=== TASK ===
Please copy each line from the entries that contains the string "block".

=== Saved data entries ===
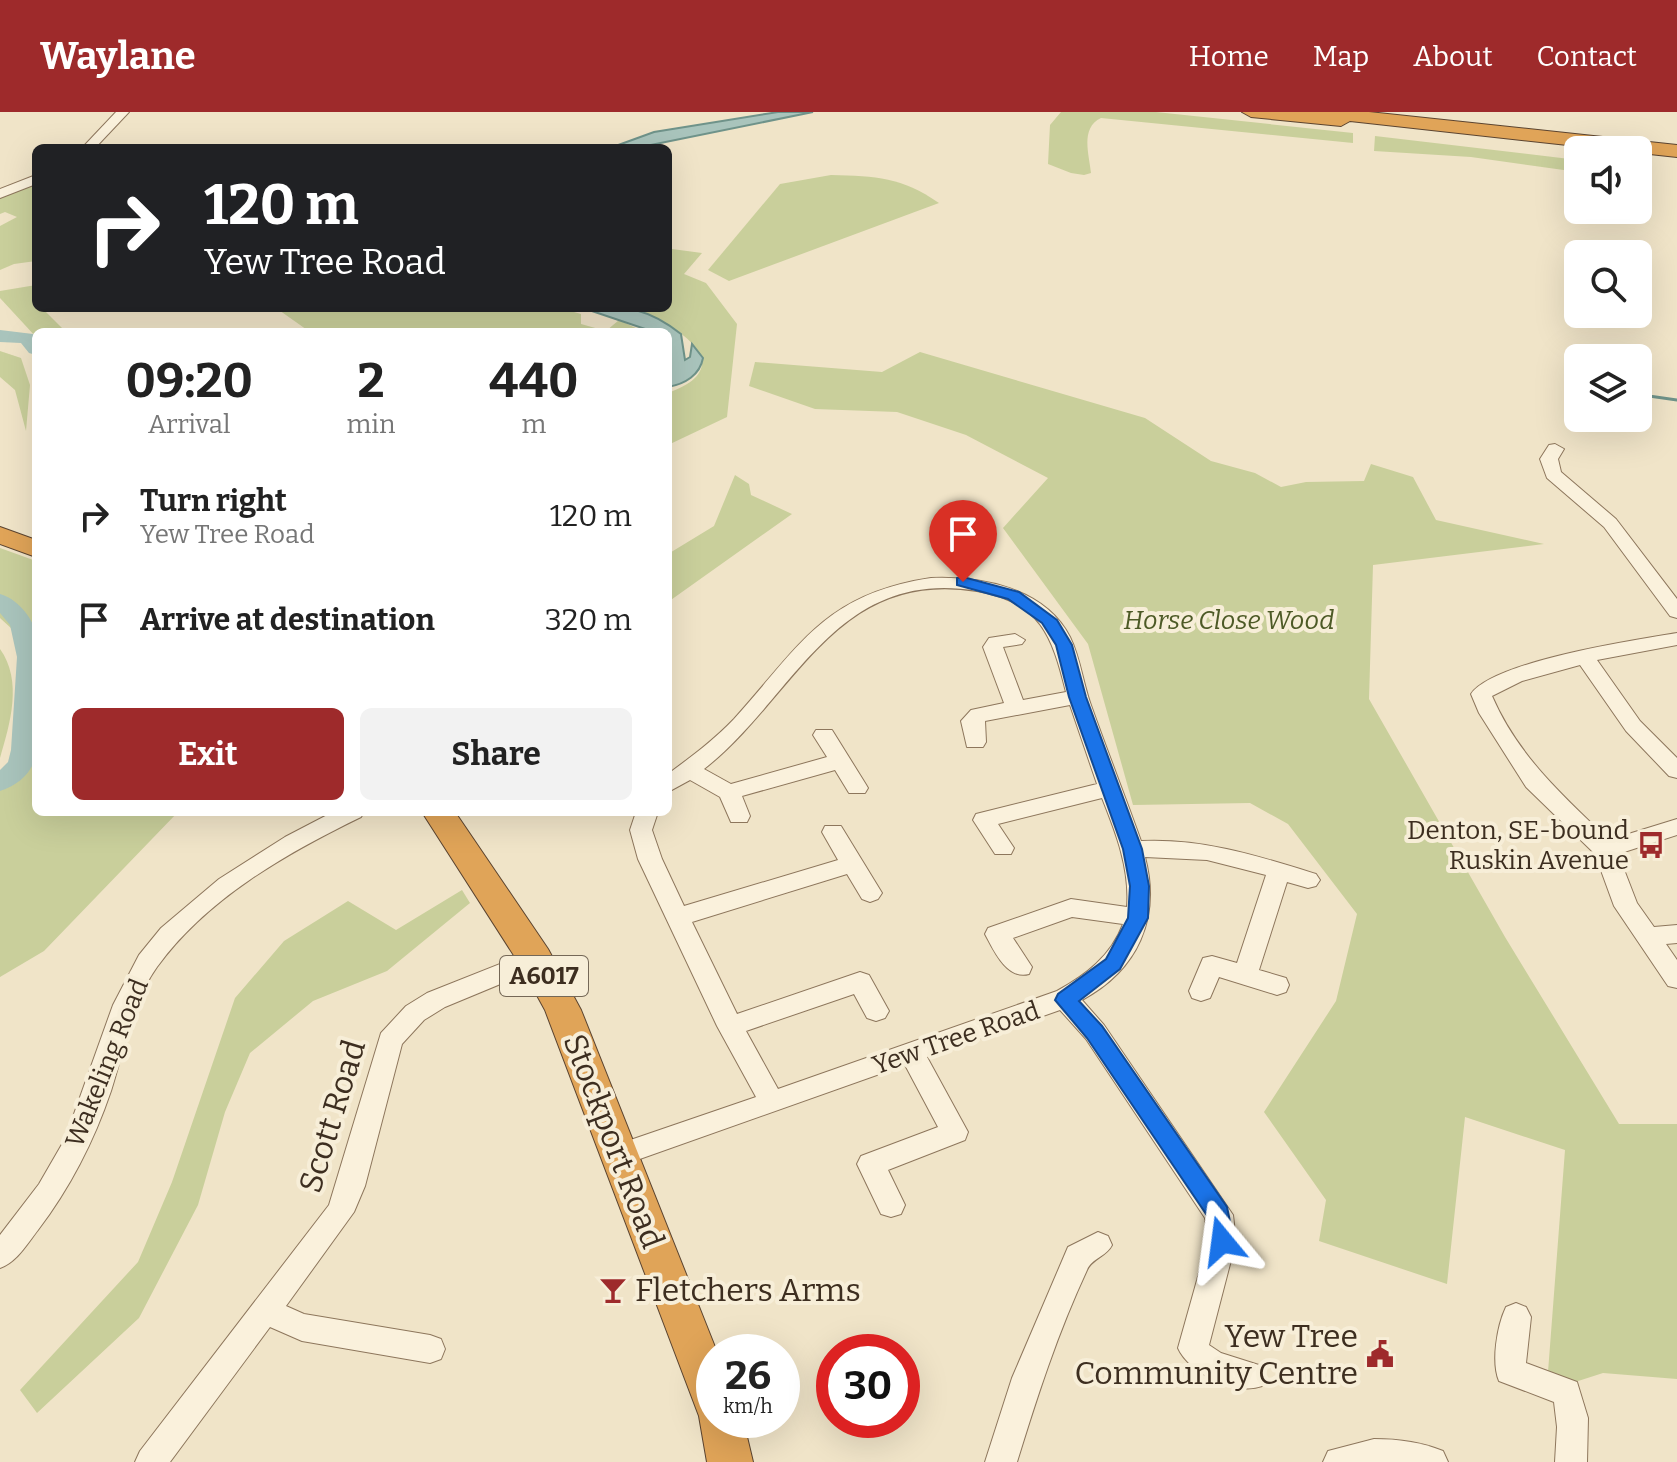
<!DOCTYPE html>
<style>
body{margin:0;font-family:Bitter,serif;background:#f2f2f2;color:#222;height:100vh;display:flex;flex-direction:column;font-size:30px;white-space:nowrap}
*{box-sizing:border-box;margin:0}
p{font-size:26px;color:#767676}
.icon{flex:none;width:44px;height:44px;fill:none;stroke:currentColor;stroke-width:2;stroke-linecap:round;stroke-linejoin:round}
.map{position:relative;flex:1;overflow:hidden}
.side{position:absolute;left:32px;top:216px;width:640px;height:488px;display:flex;flex-direction:column;background:#fff;border-radius:12px;box-shadow:0 8px 32px #0002}
.side>*{flex:none}
.banner{position:absolute;left:32px;top:32px;width:640px;height:168px;border-radius:12px;box-shadow:0 8px 32px #0002;background:#202124;color:#fff;overflow:hidden}
.controls{position:absolute;left:1564px;top:24px;display:grid;gap:16px}
.controls a{display:grid;place-items:center;width:88px;height:88px;border-radius:12px;background:#fff;box-shadow:0 8px 32px #0002;font-size:40px}
.speed{position:absolute;left:696px;top:1222px;display:flex;gap:16px;font-size:40px;font-weight:700;text-align:center}
.speed>*{display:grid;place-content:center;width:104px;height:104px;border-radius:50%;background:#fff;box-shadow:0 8px 32px #0002;line-height:1}
.speed small{font-size:20px;font-weight:400}
.speed .limit{border:12px solid #d22;background:#fff;color:#111}
.pin{position:absolute;display:grid;place-items:center;width:68px;height:68px;color:#fff;margin:-82px -34px;border-radius:50% 50% 50% 0;rotate:-45deg;box-shadow:0 0 8px #0007}
.pin .icon{rotate:45deg}
.me{position:absolute;width:88px;margin:-44px;rotate:344deg;stroke-linejoin:round;filter:drop-shadow(0 0 6px #0008)}
.turn{display:flex;align-items:center;gap:28px;height:168px;padding:0 40px;font-size:36px}
.turn .icon{width:104px;height:104px;stroke-width:2.5}
.turn b{display:block;font-size:56px;line-height:68px}
.eta{display:flex;justify-content:space-evenly;align-items:center;height:136px;text-align:center}
.eta b{font-size:48px;font-weight:700;line-height:56px}
.cta{display:flex;gap:16px;margin-top:auto;padding:16px 40px}
.cta a{flex:1;height:92px;border-radius:12px;background:#9e2a2b;color:#fff;font-size:32px;font-weight:700;line-height:92px;text-align:center}
.cta a+a{background:#f2f2f2;color:#222}
ul{padding:0;list-style:none}
li{display:flex;align-items:center;gap:24px;height:104px;padding:0 40px}
li div{flex:1}
li b{display:block;font-size:30px}
li em{font-style:normal}
header{display:flex;align-items:center;gap:48px;box-sizing:border-box;height:112px;padding:0 40px;background:#9e2a2b;color:#fff}
header strong{font-size:38px}
nav{display:flex;gap:44px;margin-inline-start:auto;font-size:28px}
.map>svg:first-child{display:block}
</style>
<header>
<strong>Waylane</strong>
<nav><a>Home</a><a>Map</a><a>About</a><a>Contact</a></nav>
</header>
<div class="map">
<svg width="1677" height="1350" viewBox="0 0 1677 1350">
<rect width="100%" height="100%" fill="#f0e4c8"/>
<g fill="#c9cf9b">
<path d="M1061 0H1156L1353 21V31L1101 6C1080 16 1089 42 1091 61L1084 63 1071 61 1048 52 1050 13Z"/>
<polygon points="1375,24 1578,48 1578,60 1471,45 1374,39"/>
<path d="M831 63C877 64 901 65 939 91L729 169 708 158 780 72Z"/>
<polygon points="36,74 36,149 14,152 0,158 0,114 17,105 5,100 0,102 0,86 25,75"/>
<path d="M672 137 702 141 684 162 706 171 737 212 727 305 668 333V281C744 254 674 211 633 196H668V138Z"/>
<polygon points="36,173 36,196 42,196 66,220 36,220 36,225 0,186 0,179"/>
<polygon points="276,196 560,196 581,202 581,212 606,219 619,208 644,220 310,220"/>
<polygon points="0,239 21,246 30,273 26,319 15,278 0,265"/>
<polygon points="920,240 1145,306 1211,349 1255,361 1281,375 1306,370 1364,369 1371,352 1413,365 1436,408 1544,432 1373,453 1369,587 1505,825 1619,1012 1677,1012 1677,1267 1603,1261 1572,1271 1548,1260 1565,1038 1465,1005 1447,1172 1319,1129 1326,1088 1264,1000 1336,889 1357,802 1288,712 1250,691 1133,693 1088,532 1003,416 1048,366 966,323 897,300 815,297 749,274 755,250 882,260"/>
<polygon points="735,363 749,372 751,383 792,402 668,490 668,442 714,414"/>
<polygon points="0,436 36,449 36,539 0,506"/>
<path d="M0 537C23 569 10 612 0 646Z"/>
<polygon points="36,632 36,700 178,700 44,839 0,865 0,677 13,670"/>
<polygon points="462,778 470,791 387,859 313,889 250,941 225,1000 198,1093 139,1206 37,1301 20,1278 138,1150 172,1070 235,886 284,829 348,789 396,818"/>
</g>
<g fill="#a9c4bc" stroke="#6f938a" stroke-width="2">
<polygon points="778,0 813,0 636,36 610,36 654,20"/>
<path d="M583 196C627 196 644 193 681 222L685 248 690 245 692 232 703 246C700 263 685 272 668 275V220H654Z"/>
</g>
<g fill="none" stroke-linecap="round" stroke-linejoin="round">
<polyline stroke="#6f938a" stroke-width="3" points="1642,283 1677,288"/>
<g fill="#a9c4bc" fill-rule="evenodd">
<polygon points="0,218 33,222 36,226 36,243 29,241 21,231 0,230"/>
<path d="M0 482C16 486 33 505 36 522 39 538 39 633 35 647 30 663 16 674 0 679V658L8 650 11 638 17 545 10 513 0 501Z"/>
</g>
<g stroke="#8d765c" stroke-width="2">
<g id="minor">
<polygon points="116,0 129,0 95,36 82,36"/>
<polygon points="36,63 36,72 0,86 0,77"/>
<polygon points="1555,332 1564,337 1558,347 1561,360 1616,407 1677,487 1677,506 1670,504 1604,415 1547,366 1540,347 1549,333"/>
<path d="M931 466C982 464 1045 476 1070 525 1081 547 1083 573 1092 596 1108 641 1125 684 1141 729 1203 726 1258 744 1316 762L1320 768 1316 774 1308 776 1287 770 1259 858 1286 866 1289 873 1286 880 1277 883 1219 865 1210 886 1201 889 1192 886 1189 879 1203 846 1212 844 1237 851 1266 763 1207 748 1145 745C1161 806 1138 858 1082 888L1104 913 1233 1103 1236 1129 1209 1233 1221 1241 1262 1254 1266 1264 1262 1274C1236 1284 1189 1261 1178 1236L1208 1129 1205 1106 1086 927 1060 898 927 945 968 1020 965 1028 888 1058 905 1093 901 1102 891 1105 881 1102 857 1052 861 1044 938 1015 905 953 620 1054 610 1051 606 1043 610 1035 756 985 717 914 638 747 630 718 636 700H658L652 718 662 747 684 794 838 748 822 720 825 714H841L882 781 878 787 870 790 862 787 847 762 692 810 737 902 860 860 869 863 889 899 885 906 876 909 867 906 854 882 746 919 778 977 1057 879C1086 863 1111 844 1123 812L1072 805 1013 826 1032 855 1029 862C1007 868 994 839 985 822L988 816 1071 787 1127 795C1130 757 1116 721 1102 686L998 712 1014 736 1011 742H995L973 708 976 702 1097 672 1070 593 985 609 986 630 983 635H967L961 609 971 598 1004 591 983 535 989 526 1015 522 1025 528 1022 532 1003 535 1023 588 1066 580C1052 524 1041 490 977 479 835 455 795 586 704 657L731 672 827 645 813 623 816 618H832L865 671 868 676 865 681H849L835 658 742 684 750 704 747 710H731L720 685 690 668 668 680V662C691 645 714 628 734 607 800 534 824 482 931 466Z"/>
<path d="M1677 521V533L1597 548 1640 609 1677 646V666L1669 664 1626 619 1580 553 1522 569 1492 584C1518 644 1563 684 1609 728L1677 707V723L1618 742 1637 791 1654 815 1677 813V831L1666 832 1677 848V876L1668 874 1614 794 1595 742 1526 675 1479 601 1471 582C1494 549 1635 528 1677 521Z"/>
<path d="M333 700H364L361 705C287 741 207 786 157 855 132 890 124 938 111 979 94 1029 70 1076 38 1118 27 1132 17 1150 0 1156V1123L39 1072 65 1027 113 893 139 843 161 816 219 767 285 725Z"/>
<polygon points="535,838 544,840 547,847 544,854 445,895 424,908 402,932 365,1074 354,1100 286,1194 304,1202 430,1223 441,1227 445,1237 441,1247 430,1251 302,1229 270,1215 170,1350 135,1350 140,1339 329,1093 381,921 406,894 427,881"/>
<path d="M1098 1120 1108 1124 1112 1133C1106 1145 1092 1146 1087 1158 1058 1220 1037 1285 1017 1350H985L1012 1266 1068 1135Z"/>
<path d="M1516 1191 1526 1195 1531 1205 1526 1251 1577 1270 1588 1306 1587 1350H1555L1557 1315 1554 1290 1499 1269C1491 1250 1497 1214 1506 1195Z"/>
<path d="M1374 1327C1398 1327 1421 1330 1443 1339L1448 1350H1323L1328 1339Z"/>
</g>
</g>
<g stroke="#5b4430" stroke-width="2">
<g id="highway">
<polygon points="1242,0 1369,0 1677,33 1677,45 1350,9 1341,14 1251,5"/>
<polygon points="0,415 36,428 36,445 0,432"/>
<polygon points="422,700 455,700 548,837 581,898 717,1240 714,1240 714,1308 743,1308 753,1350 707,1350 699,1304 545,898 522,856"/>
</g>
</g>
<use href="#minor" fill="#faf1dc" fill-rule="evenodd"/>
<use href="#highway" fill="#e0a458" fill-rule="evenodd"/>
</g>
<polygon fill="#1a73e8" stroke="#114b97" stroke-width="2" points="963,465 1019,480 1057,508 1072,533 1086,585 1142,737 1149,774 1148,806 1120,857 1079,889 1102,914 1227,1095 1234,1129 1231,1137 1222,1140 1214,1137 1208,1105 1087,926 1055,888 1058,882 1106,847 1128,806 1130,774 1123,737 1069,585 1056,533 1042,511 1008,487 957,473 957,466"/>
<defs>
<g id="bus-bare" transform="scale(2.16)"><path d="M-5-6H5V4H4V6H2V4H-2V6H-4V4H-5ZM-3.5-4V0h7V-4ZM-3.5 1.2v1.5H-2V1.2ZM2 1.2v1.5H3.5V1.2Z" fill="#9e2a2b" stroke="#f7eed8" stroke-width="2.5" paint-order="stroke"/></g>
<g id="bar-bare" transform="scale(2.16)"><path d="M-6-5H6L.8 .8V4.5H3.5V6h-7V4.5H-.8V.8Z" fill="#9e2a2b" stroke="#f7eed8" stroke-width="2.5" paint-order="stroke"/></g>
<g id="civic-bare" transform="scale(2.16)"><path d="M-.6-6.5H3V-4.5H.6V-3L4-1V1h2V6H-6V1h2V-1L-.6-3ZM-1.2 2.5V6h2.4V2.5Z" fill="#9e2a2b" stroke="#f7eed8" stroke-width="2.5" paint-order="stroke"/></g>
</defs>
<g fill-rule="evenodd">
<use href="#bus-bare" x="1651" y="733"/>
<use href="#bar-bare" x="613" y="1178"/>
<use href="#civic-bare" x="1380" y="1242"/>
</g>
<g text-anchor="middle" dominant-baseline="central" stroke-width="8" stroke-linejoin="round" paint-order="stroke">
<rect fill="#f7eed8" stroke="#756857" stroke-width="2" x="500" y="844" width="88" height="40" rx="6"/>
<g font-size="24" font-weight="bold" fill="#3d2e20">
<text x="544" y="864">A6017</text>
</g>
<g font-size="26" font-style="italic" fill="#4d5a26" stroke="#f7eed8">
<text x="1229" y="508">Horse Close Wood</text>
</g>
<g font-size="26" fill="#3d2e20" stroke="#f7eed8" text-anchor="end">
<text x="1629" y="718">Denton, SE-bound<tspan x="1629" dy="30">Ruskin Avenue</tspan></text>
</g>
<g font-size="26" fill="#3d2e20" stroke="#f7eed8">
<text transform="translate(956 926) rotate(-19)">Yew Tree Road</text>
<text transform="translate(107 951) rotate(-68)">Wakeling Road</text>
</g>
<g font-size="32" fill="#3d2e20" stroke="#f7eed8">
<text transform="translate(332 1004) rotate(-73)">Scott Road</text>
<text transform="translate(614 1029) rotate(69)">Stockport Road</text>
</g>
<g font-size="32" fill="#3d2e20" stroke="#f7eed8" text-anchor="start">
<text x="635" y="1178">Fletchers Arms</text>
<text x="1358" y="1224" text-anchor="end">Yew Tree<tspan x="1358" dy="37">Community Centre</tspan></text>
</g>
</g>
</svg>
<div class="controls">
<a><svg class="icon" aria-label="sound" viewBox="0 0 24 24"><path d="M4 9h4l5-4v14l-5-4H4zM17 9q2 3 0 6"/></svg></a>
<a><svg class="icon" aria-label="search" viewBox="0 0 24 24"><circle cx="10" cy="10" r="6"/><path d="M15 15l6 6"/></svg></a>
<a><svg class="icon" aria-label="layers" viewBox="0 0 24 24"><path d="M12 4l9 5-9 5-9-5zM3 14l9 5 9-5"/></svg></a>
</div>
<div class="speed"><div>26<small>km/h</small></div><div class="limit">30</div></div>
<div class="pin" style="left:963px;top:470px;background:#d93025"><svg class="icon" aria-label="arrive" viewBox="0 0 24 24"><path d="M6 21V4h12l-3 4 3 4H6"/></svg></div>
<svg class="me" style="left:1222px;top:1129px" viewBox="-20 -20 40 40"><path d="M0-17L14 15 0 8-14 15z" fill="#1a73e8" stroke="#fff" stroke-width="4"/></svg>
<div class="banner">
<div class="turn"><svg class="icon" aria-label="right" viewBox="0 0 24 24"><path d="M7 20v-9h11M14 6l5 5-5 5"/></svg><div><b>120 m</b>Yew Tree Road</div></div>
</div>
<section class="side">
<div class="eta">
<div><b>09:20</b><p>Arrival</p></div>
<div><b>2</b><p>min</p></div>
<div><b>440</b><p>m</p></div>
</div>
<ul>
<li><svg class="icon" aria-label="right" viewBox="0 0 24 24"><path d="M7 20v-9h11M14 6l5 5-5 5"/></svg><div><b>Turn right</b><p>Yew Tree Road</p></div><em>120 m</em></li>
<li><svg class="icon" aria-label="arrive" viewBox="0 0 24 24"><path d="M6 21V4h12l-3 4 3 4H6"/></svg><div><b>Arrive at destination</b></div><em>320 m</em></li>
</ul>
<div class="cta"><a>Exit</a><a>Share</a></div>
</section>
</div>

=== ANSWER AREA ===
.turn b{display:block;font-size:56px;line-height:68px}
li b{display:block;font-size:30px}
.map>svg:first-child{display:block}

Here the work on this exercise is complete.